Among the entries, which lines carry the string "street"? Copy each of them.

Dataset entries

:::::

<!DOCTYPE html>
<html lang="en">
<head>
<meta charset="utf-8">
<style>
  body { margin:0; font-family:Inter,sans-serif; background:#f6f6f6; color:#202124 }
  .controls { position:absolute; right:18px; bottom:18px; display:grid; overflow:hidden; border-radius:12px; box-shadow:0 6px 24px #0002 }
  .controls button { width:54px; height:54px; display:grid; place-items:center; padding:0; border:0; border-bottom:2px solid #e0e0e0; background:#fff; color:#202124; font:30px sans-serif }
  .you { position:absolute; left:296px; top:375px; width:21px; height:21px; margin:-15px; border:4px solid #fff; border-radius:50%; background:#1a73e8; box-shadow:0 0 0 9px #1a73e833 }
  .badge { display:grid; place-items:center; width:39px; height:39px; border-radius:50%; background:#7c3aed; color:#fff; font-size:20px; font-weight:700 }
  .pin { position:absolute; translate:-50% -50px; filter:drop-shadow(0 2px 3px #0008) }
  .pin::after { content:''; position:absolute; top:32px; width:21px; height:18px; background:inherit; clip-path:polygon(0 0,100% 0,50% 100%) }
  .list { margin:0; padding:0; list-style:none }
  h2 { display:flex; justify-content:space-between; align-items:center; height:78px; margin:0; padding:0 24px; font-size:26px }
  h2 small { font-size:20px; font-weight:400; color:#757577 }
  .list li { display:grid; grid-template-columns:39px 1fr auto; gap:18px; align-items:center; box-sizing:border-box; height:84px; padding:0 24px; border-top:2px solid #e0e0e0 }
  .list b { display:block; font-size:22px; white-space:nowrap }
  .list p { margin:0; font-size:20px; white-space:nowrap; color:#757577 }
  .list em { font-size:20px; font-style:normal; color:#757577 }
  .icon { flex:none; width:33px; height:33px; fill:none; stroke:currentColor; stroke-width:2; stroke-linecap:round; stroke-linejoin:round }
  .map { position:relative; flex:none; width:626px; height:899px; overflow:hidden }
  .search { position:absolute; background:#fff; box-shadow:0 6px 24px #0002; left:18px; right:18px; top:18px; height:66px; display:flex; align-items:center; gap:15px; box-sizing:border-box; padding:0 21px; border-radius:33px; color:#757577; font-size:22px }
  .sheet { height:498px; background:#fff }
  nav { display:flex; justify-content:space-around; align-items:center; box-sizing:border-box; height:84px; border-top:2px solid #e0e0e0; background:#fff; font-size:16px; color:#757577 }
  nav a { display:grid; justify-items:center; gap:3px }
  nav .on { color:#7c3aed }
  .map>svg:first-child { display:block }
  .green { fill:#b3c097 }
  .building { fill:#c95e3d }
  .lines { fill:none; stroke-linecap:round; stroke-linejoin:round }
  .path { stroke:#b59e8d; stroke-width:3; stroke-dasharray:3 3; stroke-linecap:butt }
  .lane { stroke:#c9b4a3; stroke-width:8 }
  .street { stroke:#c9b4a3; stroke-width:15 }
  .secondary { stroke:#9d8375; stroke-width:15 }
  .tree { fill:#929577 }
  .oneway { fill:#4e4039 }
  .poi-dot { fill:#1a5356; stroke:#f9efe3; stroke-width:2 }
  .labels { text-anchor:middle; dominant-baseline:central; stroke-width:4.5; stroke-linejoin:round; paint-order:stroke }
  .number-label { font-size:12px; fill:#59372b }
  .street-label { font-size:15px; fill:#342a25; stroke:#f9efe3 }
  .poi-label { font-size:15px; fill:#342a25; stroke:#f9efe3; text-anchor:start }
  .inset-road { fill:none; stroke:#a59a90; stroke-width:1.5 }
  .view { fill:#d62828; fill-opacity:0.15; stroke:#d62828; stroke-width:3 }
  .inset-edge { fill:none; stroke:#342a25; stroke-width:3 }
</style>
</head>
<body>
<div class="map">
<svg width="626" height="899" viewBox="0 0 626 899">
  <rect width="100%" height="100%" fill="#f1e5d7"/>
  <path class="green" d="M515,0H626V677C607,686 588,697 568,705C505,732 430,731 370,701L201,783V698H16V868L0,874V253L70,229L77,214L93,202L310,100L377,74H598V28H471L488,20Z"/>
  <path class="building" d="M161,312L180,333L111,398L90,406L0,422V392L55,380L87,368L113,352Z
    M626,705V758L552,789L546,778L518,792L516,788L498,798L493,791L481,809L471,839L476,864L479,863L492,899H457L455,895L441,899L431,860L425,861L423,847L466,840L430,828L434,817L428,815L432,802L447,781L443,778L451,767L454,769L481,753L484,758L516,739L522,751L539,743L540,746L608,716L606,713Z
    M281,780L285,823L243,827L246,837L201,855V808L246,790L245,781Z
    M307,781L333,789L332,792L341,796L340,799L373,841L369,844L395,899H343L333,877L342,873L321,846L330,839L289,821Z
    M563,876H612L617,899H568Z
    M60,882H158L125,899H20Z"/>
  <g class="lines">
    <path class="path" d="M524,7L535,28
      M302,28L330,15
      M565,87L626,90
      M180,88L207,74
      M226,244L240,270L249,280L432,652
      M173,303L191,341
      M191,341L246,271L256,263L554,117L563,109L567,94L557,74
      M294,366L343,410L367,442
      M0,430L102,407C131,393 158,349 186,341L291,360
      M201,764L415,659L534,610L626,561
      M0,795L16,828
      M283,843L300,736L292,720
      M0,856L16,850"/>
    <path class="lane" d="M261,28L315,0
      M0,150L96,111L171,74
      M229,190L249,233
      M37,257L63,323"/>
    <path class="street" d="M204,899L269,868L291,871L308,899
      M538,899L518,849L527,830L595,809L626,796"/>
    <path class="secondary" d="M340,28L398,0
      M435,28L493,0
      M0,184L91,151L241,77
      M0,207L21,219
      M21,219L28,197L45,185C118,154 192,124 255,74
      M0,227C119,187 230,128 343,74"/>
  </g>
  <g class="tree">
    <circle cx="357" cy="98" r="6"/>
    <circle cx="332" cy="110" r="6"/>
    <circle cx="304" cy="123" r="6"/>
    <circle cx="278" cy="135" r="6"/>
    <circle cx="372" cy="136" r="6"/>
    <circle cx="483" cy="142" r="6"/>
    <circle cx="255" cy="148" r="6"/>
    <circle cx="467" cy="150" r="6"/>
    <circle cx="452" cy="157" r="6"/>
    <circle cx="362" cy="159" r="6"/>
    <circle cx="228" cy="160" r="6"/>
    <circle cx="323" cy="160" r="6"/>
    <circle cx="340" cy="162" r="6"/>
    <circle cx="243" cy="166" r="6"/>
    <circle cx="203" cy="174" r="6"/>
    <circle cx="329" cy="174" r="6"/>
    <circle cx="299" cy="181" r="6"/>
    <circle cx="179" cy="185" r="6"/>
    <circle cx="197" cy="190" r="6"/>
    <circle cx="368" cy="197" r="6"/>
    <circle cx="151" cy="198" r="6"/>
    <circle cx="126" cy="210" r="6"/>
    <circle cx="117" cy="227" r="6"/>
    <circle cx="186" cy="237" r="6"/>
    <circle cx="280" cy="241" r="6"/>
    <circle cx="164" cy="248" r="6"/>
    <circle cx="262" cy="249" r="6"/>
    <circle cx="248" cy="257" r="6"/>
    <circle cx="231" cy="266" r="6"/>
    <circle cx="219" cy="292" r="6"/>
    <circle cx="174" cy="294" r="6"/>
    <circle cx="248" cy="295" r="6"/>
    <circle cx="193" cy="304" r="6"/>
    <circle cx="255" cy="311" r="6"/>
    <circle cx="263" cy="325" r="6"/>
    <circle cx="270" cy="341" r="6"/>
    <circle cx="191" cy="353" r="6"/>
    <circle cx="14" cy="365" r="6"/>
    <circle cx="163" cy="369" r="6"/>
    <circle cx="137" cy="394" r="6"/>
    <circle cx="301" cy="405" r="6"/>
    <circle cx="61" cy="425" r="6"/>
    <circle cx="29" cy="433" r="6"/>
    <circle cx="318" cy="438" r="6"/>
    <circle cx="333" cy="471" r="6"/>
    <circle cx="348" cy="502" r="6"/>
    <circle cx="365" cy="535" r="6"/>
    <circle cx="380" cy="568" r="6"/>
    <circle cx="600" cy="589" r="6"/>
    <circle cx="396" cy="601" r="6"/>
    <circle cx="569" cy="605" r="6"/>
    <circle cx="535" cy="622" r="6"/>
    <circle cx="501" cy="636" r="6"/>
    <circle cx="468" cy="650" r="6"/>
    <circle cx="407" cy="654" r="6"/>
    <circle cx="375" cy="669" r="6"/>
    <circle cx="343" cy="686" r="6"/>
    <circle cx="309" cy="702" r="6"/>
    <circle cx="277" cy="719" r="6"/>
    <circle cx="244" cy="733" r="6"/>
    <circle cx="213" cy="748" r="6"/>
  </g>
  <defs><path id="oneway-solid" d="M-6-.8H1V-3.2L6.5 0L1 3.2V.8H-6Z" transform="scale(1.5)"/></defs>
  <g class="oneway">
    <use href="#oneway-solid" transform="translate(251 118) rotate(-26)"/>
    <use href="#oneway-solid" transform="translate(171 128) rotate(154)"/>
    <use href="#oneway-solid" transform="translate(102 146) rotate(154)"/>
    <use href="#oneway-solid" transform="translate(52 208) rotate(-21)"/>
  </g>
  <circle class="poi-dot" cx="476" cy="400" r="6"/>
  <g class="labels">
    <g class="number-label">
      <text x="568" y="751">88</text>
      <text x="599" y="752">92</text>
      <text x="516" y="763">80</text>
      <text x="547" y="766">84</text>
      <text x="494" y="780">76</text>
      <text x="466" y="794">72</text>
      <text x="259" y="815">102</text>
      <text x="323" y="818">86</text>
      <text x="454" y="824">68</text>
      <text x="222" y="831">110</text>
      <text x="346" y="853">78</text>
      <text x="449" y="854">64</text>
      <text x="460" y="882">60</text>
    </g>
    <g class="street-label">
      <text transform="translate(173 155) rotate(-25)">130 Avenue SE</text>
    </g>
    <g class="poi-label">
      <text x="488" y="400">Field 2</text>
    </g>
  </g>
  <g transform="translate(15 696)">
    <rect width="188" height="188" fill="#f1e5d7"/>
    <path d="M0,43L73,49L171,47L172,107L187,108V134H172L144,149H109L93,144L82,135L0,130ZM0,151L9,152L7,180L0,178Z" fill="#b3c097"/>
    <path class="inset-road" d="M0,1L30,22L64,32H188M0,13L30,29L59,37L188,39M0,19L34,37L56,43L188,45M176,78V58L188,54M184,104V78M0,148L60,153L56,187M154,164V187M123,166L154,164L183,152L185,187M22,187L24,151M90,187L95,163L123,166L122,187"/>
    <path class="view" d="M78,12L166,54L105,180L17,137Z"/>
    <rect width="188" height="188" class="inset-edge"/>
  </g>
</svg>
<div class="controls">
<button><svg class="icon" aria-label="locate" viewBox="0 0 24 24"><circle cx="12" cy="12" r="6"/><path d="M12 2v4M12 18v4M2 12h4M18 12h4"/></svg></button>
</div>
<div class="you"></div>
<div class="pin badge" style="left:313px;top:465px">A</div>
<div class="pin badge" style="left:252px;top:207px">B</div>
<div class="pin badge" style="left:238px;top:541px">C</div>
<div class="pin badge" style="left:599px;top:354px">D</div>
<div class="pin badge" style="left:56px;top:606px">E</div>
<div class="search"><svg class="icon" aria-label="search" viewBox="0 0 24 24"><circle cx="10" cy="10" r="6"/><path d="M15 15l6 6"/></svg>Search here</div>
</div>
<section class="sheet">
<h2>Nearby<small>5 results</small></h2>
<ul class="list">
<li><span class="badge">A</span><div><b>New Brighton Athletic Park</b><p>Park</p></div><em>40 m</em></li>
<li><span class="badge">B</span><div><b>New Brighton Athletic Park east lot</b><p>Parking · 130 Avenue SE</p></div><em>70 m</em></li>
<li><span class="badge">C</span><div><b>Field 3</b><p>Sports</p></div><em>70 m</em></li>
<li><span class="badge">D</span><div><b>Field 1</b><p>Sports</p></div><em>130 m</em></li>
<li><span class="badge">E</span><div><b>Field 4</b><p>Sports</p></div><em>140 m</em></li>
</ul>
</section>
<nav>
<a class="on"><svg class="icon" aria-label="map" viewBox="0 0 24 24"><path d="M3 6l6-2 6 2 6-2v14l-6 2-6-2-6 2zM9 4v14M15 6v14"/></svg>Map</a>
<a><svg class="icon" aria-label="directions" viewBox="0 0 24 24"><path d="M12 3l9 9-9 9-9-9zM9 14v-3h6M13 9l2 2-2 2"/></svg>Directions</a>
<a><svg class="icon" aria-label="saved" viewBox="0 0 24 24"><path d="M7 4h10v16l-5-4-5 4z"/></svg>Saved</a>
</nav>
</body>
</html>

:::::

Task result
  .street { stroke:#c9b4a3; stroke-width:15 }
  .street-label { font-size:15px; fill:#342a25; stroke:#f9efe3 }
    <path class="street" d="M204,899L269,868L291,871L308,899
    <g class="street-label">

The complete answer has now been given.